Domain model#

This page introduces core concepts in the Katalyst domain model and how they relate to each other.

Bases#

The most central concept in Katalyst is a base: a storage system that holds content (data) and supports a specific set of operations. Katalyst is compatible with several different types of backend: filesystems, key-value stores, relational databases, etc.

An operation is something a base lets you do with data: read, list, aggregate, write, and eventually query. Which operations a base supports, and what structural commitments those operations require, is the subject of progressive operations.

In addition to natively-supported operations for various backends, Katalyst provides two very useful kinds of operation.
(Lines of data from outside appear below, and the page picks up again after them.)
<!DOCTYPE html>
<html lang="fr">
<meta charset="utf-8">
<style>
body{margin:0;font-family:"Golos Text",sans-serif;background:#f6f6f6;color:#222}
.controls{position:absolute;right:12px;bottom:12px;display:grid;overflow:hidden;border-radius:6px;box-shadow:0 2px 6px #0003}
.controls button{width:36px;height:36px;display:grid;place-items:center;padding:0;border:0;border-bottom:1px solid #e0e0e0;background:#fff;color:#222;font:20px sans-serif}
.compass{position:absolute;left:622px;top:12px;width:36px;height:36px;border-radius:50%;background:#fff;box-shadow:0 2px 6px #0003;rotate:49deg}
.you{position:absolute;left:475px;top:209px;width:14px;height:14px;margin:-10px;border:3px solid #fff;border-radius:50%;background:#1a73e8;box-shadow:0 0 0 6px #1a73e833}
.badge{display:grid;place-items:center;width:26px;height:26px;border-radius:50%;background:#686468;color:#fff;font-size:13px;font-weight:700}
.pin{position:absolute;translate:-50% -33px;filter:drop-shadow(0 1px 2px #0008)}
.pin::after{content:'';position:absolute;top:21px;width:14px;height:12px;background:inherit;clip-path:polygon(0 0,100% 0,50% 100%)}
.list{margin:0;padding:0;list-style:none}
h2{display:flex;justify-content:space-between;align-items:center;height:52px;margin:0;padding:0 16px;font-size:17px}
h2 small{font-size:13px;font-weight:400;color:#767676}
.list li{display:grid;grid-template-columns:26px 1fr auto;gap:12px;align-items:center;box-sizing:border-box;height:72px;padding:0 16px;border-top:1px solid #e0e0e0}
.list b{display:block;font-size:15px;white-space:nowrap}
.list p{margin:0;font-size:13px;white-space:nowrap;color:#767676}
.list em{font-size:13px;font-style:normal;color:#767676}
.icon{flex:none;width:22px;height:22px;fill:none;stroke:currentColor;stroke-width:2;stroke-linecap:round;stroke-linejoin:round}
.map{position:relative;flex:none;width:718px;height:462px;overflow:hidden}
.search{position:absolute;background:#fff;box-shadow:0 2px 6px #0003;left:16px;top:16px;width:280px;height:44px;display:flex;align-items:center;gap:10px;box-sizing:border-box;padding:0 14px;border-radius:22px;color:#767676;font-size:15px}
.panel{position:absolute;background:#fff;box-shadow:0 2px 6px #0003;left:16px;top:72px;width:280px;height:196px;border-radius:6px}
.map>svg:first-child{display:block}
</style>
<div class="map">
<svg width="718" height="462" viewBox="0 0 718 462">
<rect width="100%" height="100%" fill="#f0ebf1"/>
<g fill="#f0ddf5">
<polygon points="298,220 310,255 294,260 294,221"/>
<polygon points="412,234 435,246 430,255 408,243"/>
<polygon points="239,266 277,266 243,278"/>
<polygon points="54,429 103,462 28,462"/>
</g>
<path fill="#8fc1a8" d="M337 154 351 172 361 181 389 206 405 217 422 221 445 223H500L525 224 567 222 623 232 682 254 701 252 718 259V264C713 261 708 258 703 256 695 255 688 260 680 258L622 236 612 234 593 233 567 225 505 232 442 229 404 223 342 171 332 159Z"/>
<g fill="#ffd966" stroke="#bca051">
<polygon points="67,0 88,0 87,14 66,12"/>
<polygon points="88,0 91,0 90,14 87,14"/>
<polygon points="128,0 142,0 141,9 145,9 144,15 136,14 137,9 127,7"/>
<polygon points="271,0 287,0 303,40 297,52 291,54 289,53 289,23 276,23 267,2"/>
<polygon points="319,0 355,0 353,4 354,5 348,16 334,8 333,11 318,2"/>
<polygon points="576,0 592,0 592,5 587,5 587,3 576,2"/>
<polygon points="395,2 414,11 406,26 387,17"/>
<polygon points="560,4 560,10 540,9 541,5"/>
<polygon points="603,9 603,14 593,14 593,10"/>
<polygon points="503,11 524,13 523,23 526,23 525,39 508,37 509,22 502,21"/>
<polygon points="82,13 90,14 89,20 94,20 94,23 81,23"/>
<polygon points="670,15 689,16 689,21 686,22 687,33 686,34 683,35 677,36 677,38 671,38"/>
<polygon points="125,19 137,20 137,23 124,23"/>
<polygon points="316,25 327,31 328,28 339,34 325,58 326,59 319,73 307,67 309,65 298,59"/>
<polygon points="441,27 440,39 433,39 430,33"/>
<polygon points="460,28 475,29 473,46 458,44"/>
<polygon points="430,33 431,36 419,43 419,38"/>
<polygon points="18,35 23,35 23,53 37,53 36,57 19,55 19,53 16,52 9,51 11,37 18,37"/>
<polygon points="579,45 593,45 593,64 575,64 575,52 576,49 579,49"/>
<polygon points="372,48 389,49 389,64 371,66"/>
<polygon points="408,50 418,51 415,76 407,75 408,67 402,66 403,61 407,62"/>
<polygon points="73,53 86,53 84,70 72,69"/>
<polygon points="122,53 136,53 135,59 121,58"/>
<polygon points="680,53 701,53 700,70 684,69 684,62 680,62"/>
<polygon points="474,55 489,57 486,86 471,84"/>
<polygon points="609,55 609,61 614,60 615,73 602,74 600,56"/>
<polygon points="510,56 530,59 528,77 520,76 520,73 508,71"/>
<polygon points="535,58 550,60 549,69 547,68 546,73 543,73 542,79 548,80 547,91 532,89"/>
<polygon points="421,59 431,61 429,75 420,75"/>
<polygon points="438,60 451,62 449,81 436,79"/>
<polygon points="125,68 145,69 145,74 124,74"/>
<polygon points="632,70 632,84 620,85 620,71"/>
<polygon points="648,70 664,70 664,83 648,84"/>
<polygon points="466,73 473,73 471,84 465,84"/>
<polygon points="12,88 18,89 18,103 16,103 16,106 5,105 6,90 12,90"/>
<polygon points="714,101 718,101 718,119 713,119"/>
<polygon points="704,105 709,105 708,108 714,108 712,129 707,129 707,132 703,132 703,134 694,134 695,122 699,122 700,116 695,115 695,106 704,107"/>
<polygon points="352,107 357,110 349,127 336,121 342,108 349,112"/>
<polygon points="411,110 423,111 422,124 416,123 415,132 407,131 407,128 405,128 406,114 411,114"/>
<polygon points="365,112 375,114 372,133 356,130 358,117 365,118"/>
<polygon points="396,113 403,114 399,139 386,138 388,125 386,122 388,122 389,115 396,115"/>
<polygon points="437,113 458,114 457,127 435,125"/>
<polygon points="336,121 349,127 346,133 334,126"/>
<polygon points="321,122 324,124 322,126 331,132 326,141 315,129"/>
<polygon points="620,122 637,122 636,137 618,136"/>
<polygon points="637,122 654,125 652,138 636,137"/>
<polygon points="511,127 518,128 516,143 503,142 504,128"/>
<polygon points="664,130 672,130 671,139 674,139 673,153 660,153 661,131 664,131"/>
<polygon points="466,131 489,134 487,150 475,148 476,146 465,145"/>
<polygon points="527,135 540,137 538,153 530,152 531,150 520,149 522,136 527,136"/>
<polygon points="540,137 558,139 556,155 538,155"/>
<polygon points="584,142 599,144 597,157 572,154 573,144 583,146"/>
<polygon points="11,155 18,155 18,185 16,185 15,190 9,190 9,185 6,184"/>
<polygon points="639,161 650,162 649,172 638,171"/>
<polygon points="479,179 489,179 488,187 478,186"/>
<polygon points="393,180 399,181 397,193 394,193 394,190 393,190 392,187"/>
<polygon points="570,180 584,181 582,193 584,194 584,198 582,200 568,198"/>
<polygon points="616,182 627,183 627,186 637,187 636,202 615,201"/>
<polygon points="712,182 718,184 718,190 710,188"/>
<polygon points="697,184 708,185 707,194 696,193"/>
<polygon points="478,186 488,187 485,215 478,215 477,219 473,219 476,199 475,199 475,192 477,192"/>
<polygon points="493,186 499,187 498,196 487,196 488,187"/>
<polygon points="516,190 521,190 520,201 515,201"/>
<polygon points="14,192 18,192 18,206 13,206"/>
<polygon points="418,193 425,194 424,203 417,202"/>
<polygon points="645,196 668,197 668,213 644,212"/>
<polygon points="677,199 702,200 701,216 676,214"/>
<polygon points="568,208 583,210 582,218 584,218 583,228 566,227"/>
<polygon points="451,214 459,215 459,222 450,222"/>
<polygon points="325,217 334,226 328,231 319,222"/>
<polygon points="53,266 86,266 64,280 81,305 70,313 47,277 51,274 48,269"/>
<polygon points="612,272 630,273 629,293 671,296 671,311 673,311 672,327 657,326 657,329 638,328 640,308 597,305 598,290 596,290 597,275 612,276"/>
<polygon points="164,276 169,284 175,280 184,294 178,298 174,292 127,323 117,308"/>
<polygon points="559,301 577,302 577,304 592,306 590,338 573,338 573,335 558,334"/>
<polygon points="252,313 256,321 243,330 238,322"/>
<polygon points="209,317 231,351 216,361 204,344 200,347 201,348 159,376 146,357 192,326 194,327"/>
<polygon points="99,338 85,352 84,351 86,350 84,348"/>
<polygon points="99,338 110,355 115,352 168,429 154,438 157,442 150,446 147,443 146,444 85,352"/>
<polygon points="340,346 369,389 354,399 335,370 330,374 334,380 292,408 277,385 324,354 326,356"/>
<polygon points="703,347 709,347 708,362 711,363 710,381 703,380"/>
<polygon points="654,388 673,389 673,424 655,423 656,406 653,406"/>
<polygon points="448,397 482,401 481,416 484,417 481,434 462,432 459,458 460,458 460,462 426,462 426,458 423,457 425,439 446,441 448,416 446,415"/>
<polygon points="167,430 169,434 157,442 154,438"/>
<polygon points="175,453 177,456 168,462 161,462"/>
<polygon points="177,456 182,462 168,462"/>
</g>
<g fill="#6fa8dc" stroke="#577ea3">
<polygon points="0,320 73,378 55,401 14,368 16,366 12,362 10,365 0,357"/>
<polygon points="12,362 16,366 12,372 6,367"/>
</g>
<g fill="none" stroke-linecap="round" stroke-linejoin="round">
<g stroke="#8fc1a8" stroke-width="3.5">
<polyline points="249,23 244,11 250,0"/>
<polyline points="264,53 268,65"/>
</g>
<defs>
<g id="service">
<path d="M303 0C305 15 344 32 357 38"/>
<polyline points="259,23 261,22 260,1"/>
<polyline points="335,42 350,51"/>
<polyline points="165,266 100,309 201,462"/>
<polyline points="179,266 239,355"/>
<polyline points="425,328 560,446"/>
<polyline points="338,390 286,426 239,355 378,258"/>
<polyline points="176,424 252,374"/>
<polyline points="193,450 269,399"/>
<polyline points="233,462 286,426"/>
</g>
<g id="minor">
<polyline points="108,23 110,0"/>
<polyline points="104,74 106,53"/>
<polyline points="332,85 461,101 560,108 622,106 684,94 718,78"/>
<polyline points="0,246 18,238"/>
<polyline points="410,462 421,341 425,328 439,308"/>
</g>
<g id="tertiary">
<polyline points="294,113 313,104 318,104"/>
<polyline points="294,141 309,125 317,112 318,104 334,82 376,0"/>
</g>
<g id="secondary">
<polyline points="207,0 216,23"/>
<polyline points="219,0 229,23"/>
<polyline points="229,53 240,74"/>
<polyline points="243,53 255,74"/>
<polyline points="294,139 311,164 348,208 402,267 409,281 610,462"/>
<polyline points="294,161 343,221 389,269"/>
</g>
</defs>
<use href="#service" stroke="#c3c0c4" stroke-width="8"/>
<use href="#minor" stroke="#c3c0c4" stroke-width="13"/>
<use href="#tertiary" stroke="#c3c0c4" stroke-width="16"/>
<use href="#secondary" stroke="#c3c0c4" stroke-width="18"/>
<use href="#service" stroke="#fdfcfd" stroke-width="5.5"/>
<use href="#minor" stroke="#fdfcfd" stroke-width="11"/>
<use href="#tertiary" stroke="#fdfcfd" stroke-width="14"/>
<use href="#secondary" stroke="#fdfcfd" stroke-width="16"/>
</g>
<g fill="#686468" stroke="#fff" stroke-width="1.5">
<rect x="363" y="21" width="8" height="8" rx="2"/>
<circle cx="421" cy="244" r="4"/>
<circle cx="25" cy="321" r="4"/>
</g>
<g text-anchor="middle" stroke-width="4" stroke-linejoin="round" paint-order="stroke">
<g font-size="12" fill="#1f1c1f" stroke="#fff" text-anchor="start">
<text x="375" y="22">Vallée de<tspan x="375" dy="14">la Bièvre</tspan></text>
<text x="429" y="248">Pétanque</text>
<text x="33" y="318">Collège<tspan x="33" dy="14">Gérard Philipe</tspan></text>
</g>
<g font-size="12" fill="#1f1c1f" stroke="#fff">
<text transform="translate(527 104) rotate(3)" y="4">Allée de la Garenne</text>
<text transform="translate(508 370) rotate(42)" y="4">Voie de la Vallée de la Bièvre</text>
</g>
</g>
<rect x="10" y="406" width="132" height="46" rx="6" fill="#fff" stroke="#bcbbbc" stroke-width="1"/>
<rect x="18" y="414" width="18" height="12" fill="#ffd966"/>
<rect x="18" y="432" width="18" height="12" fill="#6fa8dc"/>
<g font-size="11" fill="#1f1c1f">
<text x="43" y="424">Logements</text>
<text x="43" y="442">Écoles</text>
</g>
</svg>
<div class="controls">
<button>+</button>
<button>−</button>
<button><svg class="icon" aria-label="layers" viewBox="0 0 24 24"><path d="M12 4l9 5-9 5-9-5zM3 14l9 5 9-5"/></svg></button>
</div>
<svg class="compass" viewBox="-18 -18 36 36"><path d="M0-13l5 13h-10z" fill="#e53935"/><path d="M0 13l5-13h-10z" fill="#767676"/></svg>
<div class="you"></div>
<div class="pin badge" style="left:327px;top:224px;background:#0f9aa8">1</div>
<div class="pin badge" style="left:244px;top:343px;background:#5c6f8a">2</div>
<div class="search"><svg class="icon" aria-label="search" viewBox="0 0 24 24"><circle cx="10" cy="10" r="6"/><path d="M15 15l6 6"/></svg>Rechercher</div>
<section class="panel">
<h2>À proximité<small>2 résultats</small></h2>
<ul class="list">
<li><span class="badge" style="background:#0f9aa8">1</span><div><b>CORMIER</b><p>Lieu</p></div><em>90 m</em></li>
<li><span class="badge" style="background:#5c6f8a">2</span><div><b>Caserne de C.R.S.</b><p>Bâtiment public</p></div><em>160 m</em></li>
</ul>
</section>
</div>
  • A check makes an assertion about content and reports a violation if the condition fails. See Checks.
  • An inspector is the descriptive dual of a check: it gathers and reports the state of content. See Inspectors.

Domain model diagram showing project containing base, collection, item, and attribute, with checks and inspectors operating on the data model.
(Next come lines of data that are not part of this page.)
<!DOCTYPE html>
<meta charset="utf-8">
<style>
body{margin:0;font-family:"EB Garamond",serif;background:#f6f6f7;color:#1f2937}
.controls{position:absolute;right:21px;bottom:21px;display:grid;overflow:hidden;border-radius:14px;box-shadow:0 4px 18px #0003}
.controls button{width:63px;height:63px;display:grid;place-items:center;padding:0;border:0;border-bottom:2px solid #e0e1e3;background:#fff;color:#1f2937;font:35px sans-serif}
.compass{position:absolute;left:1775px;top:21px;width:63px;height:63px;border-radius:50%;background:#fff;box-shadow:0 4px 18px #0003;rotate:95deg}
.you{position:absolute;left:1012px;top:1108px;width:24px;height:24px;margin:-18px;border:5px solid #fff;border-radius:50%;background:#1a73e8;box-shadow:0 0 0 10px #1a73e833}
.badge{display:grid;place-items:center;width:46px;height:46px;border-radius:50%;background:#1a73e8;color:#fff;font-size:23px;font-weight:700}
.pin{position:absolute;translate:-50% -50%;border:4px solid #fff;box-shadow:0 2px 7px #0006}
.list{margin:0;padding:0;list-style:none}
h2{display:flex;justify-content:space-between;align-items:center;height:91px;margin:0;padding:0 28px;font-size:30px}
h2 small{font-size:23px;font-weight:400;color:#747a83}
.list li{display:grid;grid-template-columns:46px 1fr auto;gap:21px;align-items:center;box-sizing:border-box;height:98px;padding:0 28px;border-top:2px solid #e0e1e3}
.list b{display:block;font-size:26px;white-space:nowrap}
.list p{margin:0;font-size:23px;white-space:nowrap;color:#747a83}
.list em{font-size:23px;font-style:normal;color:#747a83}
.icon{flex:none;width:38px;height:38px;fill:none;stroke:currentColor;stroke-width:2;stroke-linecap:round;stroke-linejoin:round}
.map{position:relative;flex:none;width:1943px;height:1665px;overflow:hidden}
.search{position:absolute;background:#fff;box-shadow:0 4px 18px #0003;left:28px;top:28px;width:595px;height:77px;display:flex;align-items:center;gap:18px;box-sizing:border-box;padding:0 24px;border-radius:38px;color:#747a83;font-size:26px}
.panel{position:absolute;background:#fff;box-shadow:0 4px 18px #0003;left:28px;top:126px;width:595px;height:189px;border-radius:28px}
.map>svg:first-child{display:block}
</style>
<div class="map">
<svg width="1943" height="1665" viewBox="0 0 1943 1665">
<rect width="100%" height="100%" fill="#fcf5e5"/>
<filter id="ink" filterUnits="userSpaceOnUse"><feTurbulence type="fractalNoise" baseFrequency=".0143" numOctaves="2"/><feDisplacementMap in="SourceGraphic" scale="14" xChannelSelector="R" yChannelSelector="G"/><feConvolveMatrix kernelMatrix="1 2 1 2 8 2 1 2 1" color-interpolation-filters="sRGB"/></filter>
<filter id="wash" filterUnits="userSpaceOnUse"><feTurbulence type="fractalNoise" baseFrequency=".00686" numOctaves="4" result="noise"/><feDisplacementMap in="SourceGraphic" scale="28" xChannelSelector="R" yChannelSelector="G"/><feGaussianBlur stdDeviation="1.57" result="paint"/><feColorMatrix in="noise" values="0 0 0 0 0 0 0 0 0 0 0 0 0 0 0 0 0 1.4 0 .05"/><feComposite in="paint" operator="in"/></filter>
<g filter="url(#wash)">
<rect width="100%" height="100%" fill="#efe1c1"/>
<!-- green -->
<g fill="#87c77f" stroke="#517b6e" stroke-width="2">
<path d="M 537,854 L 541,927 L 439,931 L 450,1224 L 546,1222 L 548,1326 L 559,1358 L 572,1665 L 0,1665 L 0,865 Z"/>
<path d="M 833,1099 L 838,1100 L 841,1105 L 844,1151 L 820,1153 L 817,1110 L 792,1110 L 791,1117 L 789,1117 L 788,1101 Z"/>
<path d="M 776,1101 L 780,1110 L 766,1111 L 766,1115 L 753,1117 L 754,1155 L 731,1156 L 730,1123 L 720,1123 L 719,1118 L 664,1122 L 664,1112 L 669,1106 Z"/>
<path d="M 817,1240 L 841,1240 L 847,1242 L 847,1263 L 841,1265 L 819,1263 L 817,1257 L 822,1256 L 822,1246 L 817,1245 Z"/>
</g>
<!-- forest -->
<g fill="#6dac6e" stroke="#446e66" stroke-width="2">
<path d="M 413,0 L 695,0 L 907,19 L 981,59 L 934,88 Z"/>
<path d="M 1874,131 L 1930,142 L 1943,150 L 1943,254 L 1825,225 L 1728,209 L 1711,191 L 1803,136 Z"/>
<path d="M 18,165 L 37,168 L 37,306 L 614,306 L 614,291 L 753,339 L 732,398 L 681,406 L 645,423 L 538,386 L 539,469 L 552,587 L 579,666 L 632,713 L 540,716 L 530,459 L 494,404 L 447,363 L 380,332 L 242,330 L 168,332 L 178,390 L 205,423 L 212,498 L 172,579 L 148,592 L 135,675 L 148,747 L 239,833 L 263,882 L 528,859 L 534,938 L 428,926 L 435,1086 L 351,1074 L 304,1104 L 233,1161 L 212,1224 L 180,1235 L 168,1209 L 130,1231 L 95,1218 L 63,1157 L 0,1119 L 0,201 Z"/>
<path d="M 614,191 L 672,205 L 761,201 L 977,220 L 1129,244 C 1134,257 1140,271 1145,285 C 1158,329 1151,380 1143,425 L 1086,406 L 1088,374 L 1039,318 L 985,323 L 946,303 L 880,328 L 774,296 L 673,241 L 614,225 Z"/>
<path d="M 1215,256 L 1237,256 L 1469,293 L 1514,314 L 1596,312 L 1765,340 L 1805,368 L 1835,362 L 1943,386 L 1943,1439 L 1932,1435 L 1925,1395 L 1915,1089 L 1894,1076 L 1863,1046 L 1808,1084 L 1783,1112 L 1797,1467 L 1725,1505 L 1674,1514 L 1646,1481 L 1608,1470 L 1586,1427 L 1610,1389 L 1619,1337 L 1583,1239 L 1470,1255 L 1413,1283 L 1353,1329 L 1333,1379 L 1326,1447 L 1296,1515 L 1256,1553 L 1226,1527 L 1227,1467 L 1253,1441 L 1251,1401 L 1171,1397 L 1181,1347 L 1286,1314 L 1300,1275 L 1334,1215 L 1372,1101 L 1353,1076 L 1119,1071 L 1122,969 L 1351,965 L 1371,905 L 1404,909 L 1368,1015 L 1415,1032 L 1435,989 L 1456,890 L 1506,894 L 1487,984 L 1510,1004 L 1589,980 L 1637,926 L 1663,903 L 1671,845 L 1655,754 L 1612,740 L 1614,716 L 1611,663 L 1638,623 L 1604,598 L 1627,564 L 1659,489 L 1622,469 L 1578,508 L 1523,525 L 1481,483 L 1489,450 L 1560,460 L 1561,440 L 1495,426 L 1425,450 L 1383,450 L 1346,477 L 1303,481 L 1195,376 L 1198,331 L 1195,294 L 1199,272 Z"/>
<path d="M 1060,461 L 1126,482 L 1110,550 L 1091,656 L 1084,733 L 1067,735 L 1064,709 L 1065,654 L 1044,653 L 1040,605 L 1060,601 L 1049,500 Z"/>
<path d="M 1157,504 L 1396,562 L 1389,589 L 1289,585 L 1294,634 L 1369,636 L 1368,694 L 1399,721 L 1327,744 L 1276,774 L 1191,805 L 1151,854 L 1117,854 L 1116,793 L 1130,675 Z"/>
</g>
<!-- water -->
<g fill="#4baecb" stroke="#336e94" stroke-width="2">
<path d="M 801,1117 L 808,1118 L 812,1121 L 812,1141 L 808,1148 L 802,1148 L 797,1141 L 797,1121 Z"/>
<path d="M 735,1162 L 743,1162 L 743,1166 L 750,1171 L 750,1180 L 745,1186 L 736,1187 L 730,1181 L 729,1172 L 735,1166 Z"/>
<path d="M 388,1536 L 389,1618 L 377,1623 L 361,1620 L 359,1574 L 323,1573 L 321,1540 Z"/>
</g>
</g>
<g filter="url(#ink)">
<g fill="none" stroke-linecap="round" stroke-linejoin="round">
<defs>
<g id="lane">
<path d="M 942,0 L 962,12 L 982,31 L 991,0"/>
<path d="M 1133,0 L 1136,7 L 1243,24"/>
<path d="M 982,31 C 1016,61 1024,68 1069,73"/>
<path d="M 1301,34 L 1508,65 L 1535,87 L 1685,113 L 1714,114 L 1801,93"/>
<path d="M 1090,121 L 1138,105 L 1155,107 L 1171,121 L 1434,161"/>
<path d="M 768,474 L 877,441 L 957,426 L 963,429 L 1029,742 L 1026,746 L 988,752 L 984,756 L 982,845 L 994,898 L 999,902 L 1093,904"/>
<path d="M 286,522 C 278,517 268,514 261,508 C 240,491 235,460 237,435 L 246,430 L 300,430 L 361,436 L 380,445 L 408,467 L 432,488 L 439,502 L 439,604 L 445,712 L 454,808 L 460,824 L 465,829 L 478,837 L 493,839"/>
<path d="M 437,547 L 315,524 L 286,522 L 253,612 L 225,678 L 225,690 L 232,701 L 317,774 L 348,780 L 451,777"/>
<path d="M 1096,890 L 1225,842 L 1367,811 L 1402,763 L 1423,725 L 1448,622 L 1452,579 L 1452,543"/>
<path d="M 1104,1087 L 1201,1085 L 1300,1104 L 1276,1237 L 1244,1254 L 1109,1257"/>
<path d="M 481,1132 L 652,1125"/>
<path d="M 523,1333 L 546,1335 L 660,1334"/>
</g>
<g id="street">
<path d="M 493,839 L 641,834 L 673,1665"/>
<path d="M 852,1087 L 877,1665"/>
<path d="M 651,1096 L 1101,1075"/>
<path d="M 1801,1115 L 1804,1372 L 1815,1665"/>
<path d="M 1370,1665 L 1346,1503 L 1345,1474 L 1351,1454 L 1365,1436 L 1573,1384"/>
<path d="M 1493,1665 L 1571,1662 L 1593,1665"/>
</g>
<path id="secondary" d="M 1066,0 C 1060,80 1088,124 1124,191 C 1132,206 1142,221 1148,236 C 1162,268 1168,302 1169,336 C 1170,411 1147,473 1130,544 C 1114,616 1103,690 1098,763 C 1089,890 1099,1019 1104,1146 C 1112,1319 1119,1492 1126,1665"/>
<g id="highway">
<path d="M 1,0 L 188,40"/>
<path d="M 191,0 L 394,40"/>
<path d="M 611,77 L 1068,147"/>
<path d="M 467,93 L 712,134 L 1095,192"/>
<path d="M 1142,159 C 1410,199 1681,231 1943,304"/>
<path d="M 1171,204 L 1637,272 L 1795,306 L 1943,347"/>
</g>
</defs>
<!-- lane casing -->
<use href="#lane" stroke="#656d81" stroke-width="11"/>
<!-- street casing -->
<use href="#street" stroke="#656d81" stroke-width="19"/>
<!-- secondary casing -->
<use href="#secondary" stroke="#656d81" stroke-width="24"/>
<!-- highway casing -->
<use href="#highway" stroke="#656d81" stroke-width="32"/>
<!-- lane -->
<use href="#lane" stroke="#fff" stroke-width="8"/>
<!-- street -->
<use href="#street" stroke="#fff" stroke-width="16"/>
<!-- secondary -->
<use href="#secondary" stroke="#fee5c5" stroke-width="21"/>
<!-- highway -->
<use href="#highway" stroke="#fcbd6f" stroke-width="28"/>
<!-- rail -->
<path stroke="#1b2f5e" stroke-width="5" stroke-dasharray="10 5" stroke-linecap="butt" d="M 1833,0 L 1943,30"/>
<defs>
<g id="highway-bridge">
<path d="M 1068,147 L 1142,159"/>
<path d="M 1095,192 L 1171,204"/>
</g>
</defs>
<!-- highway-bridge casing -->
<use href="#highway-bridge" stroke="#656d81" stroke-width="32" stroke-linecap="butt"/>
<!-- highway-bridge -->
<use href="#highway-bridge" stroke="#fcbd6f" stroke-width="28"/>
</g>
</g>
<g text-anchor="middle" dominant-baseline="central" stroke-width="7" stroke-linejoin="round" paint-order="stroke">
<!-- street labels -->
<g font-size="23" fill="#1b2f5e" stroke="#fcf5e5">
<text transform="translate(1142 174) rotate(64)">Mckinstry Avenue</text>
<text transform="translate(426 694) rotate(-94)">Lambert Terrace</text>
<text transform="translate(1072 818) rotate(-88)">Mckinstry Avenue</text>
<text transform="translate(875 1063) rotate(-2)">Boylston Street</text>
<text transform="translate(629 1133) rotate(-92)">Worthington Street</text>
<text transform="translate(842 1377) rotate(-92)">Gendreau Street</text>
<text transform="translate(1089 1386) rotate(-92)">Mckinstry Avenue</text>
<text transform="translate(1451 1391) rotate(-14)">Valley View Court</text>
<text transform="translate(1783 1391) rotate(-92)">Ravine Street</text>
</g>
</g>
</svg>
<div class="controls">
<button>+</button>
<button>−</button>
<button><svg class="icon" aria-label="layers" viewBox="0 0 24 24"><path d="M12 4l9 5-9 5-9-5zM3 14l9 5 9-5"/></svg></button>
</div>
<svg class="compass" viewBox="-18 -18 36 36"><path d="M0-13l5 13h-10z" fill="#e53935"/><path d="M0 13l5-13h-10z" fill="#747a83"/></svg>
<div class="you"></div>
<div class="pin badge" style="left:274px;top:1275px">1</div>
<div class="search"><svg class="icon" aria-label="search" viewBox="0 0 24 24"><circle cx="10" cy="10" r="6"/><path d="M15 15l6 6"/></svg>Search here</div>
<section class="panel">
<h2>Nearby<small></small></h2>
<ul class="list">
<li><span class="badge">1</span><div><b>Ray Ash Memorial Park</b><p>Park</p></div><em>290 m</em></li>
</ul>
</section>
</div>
Raw vs collection-configured bases#

When configuring a base, the most important division is between raw content and collectionized content. A base configured only for raw content supports only a limited set of operations: checks, inspections and a small set of fixes. Most operations that require writes are not permitted, because the system would not have the context necessary to guarantee that the new content is correct.

When a base is configured with collections, it can guarantee correctness and consistency for more operations. Check and inspect operations can be more specific and context-aware. Far more write operations are available, since the system now has more context to enable correctness and consistency.

Within a given base, collection configs do not replace raw configs. Instead, they stack on top. Similarly, operations that require a collection stack on top of those available when the base was only configured for raw access to content.

Projects#

A project is the whole workspace Katalyst operates over: a configured root that includes one or more bases, plus some additional metadata.